(Task statement):
Among the records below, find the lines that contain "down" and copy each of them.
═════ Provided material
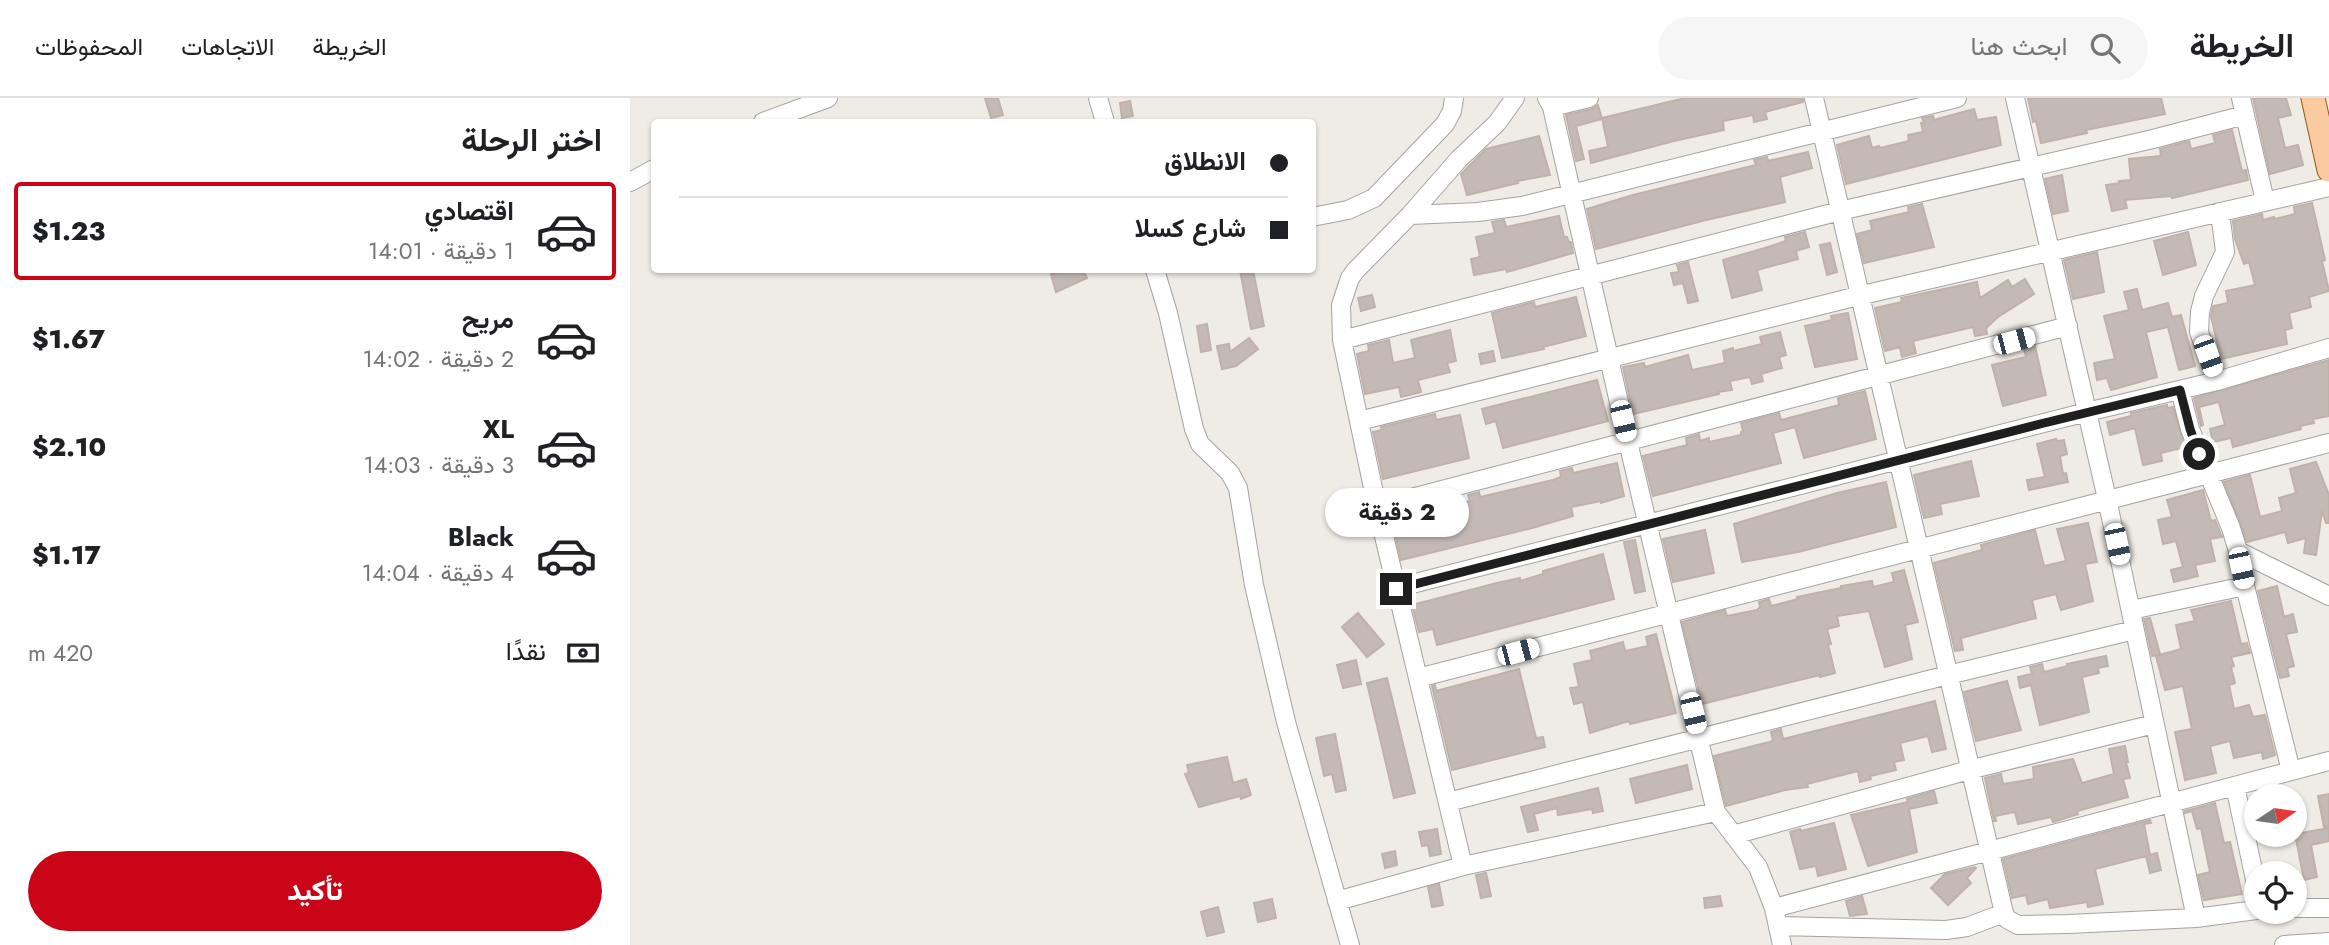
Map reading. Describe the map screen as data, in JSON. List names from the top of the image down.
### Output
{
  "north": "right",
  "page": {
    "header": "الخريطة",
    "search": "ابحث هنا",
    "nav": ["الخريطة", "الاتجاهات", "المحفوظات"],
    "heading": "اختر الرحلة",
    "banner": ["الانطلاق", "شارع كسلا"],
    "list": [
      {
        "name": "اقتصادي",
        "note": "1 دقيقة · 14:01",
        "value": "$1.23"
      },
      {
        "name": "مريح",
        "note": "2 دقيقة · 14:02",
        "value": "$1.67"
      },
      {
        "name": "XL",
        "note": "3 دقيقة · 14:03",
        "value": "$2.10"
      },
      {
        "name": "Black",
        "note": "4 دقيقة · 14:04",
        "value": "$1.17"
      }
    ],
    "bubble": "2 دقيقة",
    "pay": ["نقدًا", "420 m"],
    "buttons": "تأكيد"
  }
}
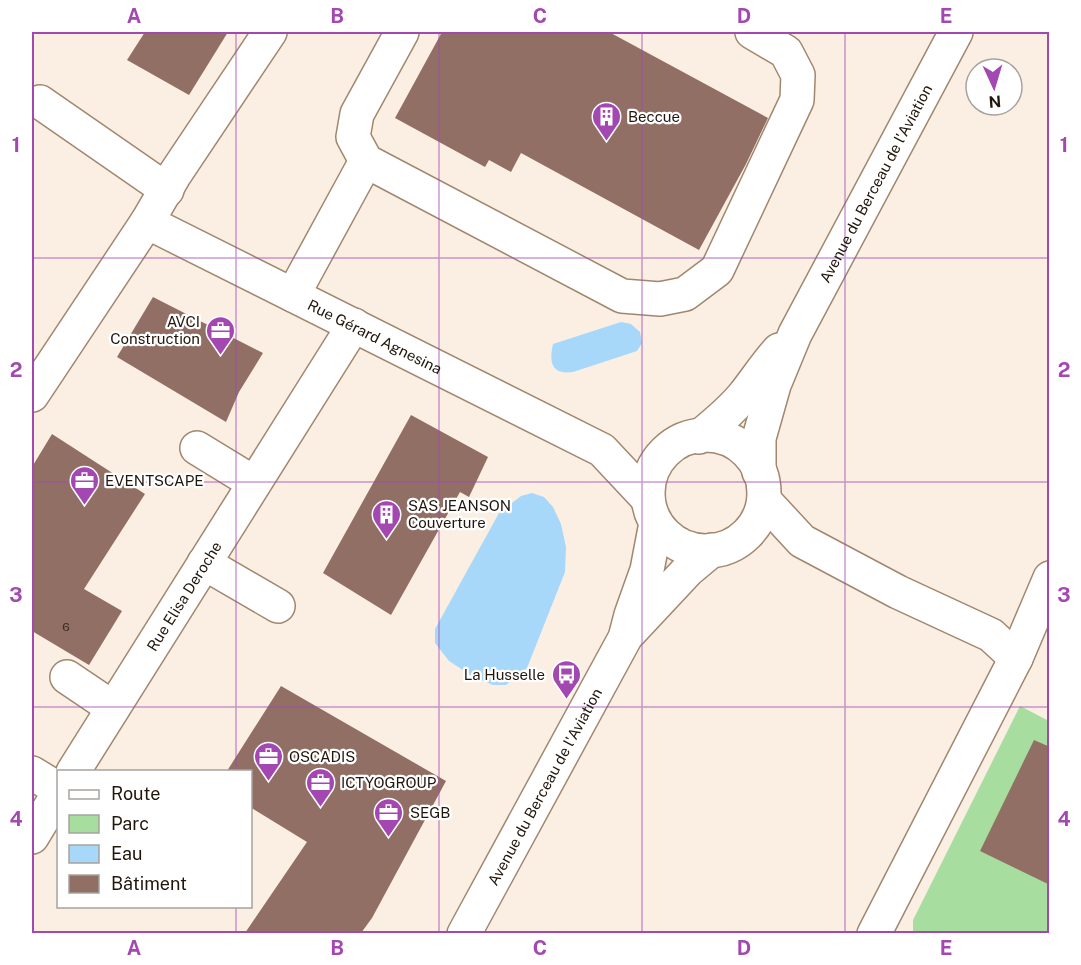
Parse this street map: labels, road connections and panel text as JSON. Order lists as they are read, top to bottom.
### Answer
{
  "streets": {
    "street": ["Avenue du Berceau de l'Aviation", "Rue Gérard Agnesina", "Rue Elisa Deroche"]
  },
  "crossings": [
    ["Avenue du Berceau de l'Aviation", "Rue Gérard Agnesina"],
    ["Rue Gérard Agnesina", "Rue Elisa Deroche"]
  ],
  "places": {
    "building": ["Beccue", "SAS JEANSON Couverture"],
    "office": [
      "AVCI Construction",
      "EVENTSCAPE",
      "OSCADIS",
      "ICTYOGROUP",
      "SEGB"
    ],
    "bus stop": ["La Husselle"]
  },
  "house_numbers": ["6"],
  "legend": [
    "Route",
    "Parc",
    "Eau",
    "Bâtiment"
  ],
  "north": "bottom",
  "grid": {
    "columns": [
      "A",
      "B",
      "C",
      "D",
      "E"
    ],
    "rows": [
      "1",
      "2",
      "3",
      "4"
    ]
  }
}
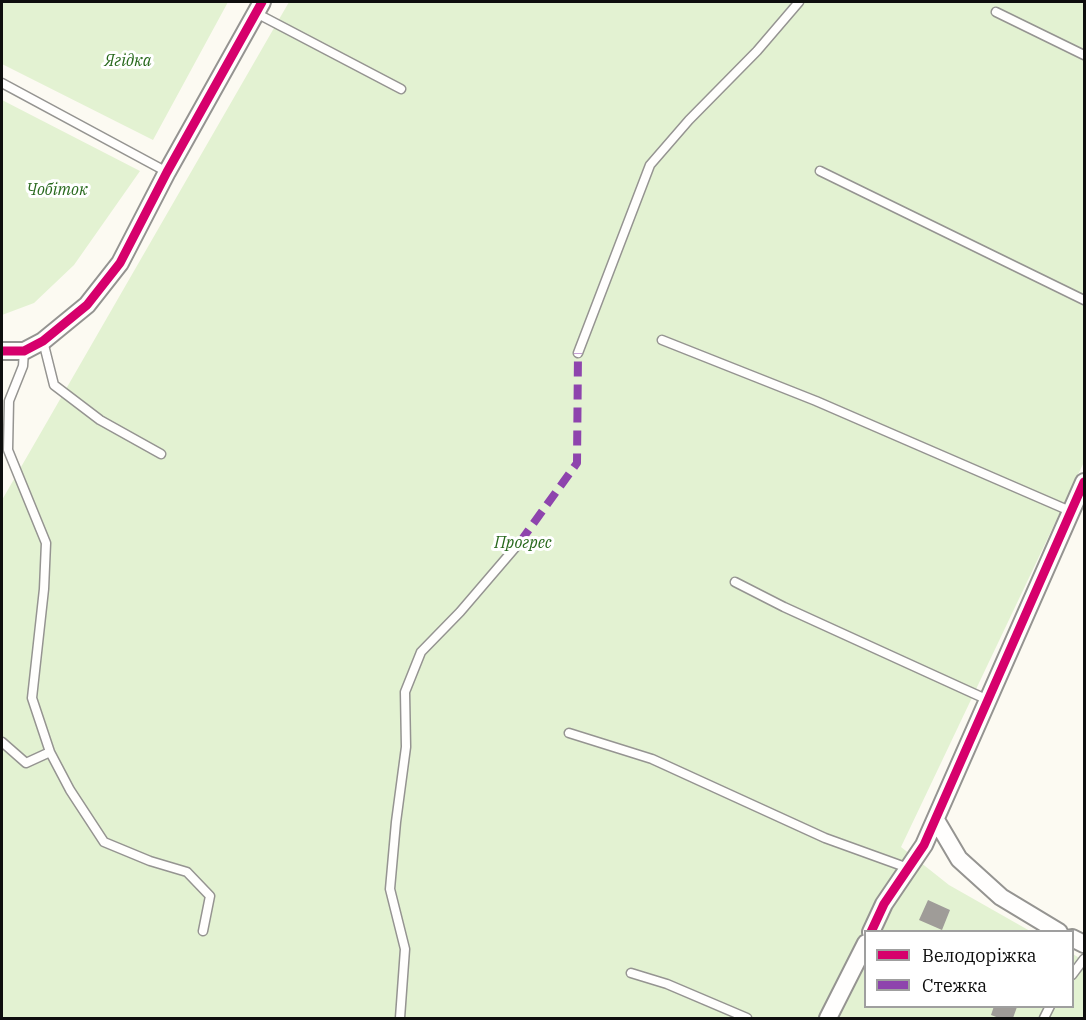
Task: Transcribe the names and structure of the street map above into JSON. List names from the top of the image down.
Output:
{
  "parks": ["Ягідка", "Чобіток", "Прогрес"],
  "legend": ["Велодоріжка", "Стежка"]
}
══════════
(Task solution):
Map reading. Describe the map screen as data, in JSON. List names from the top of the image down.
Task: Transcribe the names and structure of the street map above into JSON. List names from the top of the image down.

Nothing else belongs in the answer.